YOUR GOAL: Search the records for "Айтеке" and copy each line that holds it.

TASK DATA:
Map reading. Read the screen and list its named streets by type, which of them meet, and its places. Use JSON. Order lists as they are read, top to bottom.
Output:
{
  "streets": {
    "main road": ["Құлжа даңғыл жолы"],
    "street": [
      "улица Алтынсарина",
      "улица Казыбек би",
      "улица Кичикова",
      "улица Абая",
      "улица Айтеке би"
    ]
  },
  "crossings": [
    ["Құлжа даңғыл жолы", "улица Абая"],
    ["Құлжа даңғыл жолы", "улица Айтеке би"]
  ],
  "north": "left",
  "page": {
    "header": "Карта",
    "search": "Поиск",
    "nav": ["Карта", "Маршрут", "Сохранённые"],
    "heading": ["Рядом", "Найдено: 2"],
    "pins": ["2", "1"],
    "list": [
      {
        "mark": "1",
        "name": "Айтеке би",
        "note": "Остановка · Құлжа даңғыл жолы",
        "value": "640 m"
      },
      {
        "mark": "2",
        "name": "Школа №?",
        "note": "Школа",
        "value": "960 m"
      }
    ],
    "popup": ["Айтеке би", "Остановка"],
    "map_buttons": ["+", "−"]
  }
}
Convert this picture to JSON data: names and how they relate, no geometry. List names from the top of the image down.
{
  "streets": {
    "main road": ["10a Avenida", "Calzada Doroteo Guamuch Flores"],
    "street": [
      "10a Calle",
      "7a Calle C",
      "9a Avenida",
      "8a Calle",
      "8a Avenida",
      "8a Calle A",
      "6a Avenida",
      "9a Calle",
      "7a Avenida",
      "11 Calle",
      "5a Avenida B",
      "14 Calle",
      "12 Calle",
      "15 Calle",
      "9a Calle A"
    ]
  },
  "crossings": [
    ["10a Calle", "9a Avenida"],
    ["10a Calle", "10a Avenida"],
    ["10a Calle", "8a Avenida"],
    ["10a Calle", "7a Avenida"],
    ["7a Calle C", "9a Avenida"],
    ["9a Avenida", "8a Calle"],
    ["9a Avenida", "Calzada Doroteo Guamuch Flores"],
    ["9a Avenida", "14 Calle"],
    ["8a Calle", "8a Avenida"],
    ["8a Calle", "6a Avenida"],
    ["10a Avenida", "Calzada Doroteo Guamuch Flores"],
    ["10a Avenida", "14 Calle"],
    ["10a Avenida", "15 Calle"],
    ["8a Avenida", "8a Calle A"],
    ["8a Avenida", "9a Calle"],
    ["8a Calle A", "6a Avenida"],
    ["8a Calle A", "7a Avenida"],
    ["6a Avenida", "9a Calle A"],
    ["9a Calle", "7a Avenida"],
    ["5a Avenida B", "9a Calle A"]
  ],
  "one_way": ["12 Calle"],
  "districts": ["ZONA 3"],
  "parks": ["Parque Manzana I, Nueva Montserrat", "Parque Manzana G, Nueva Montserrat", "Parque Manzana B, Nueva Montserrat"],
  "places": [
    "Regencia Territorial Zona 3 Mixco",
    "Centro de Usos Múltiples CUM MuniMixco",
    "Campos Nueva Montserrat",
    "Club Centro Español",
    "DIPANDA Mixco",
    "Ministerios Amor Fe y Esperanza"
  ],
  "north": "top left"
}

ANSWER BOX:
      "улица Айтеке би"
    ["Құлжа даңғыл жолы", "улица Айтеке би"]
        "name": "Айтеке би",
    "popup": ["Айтеке би", "Остановка"],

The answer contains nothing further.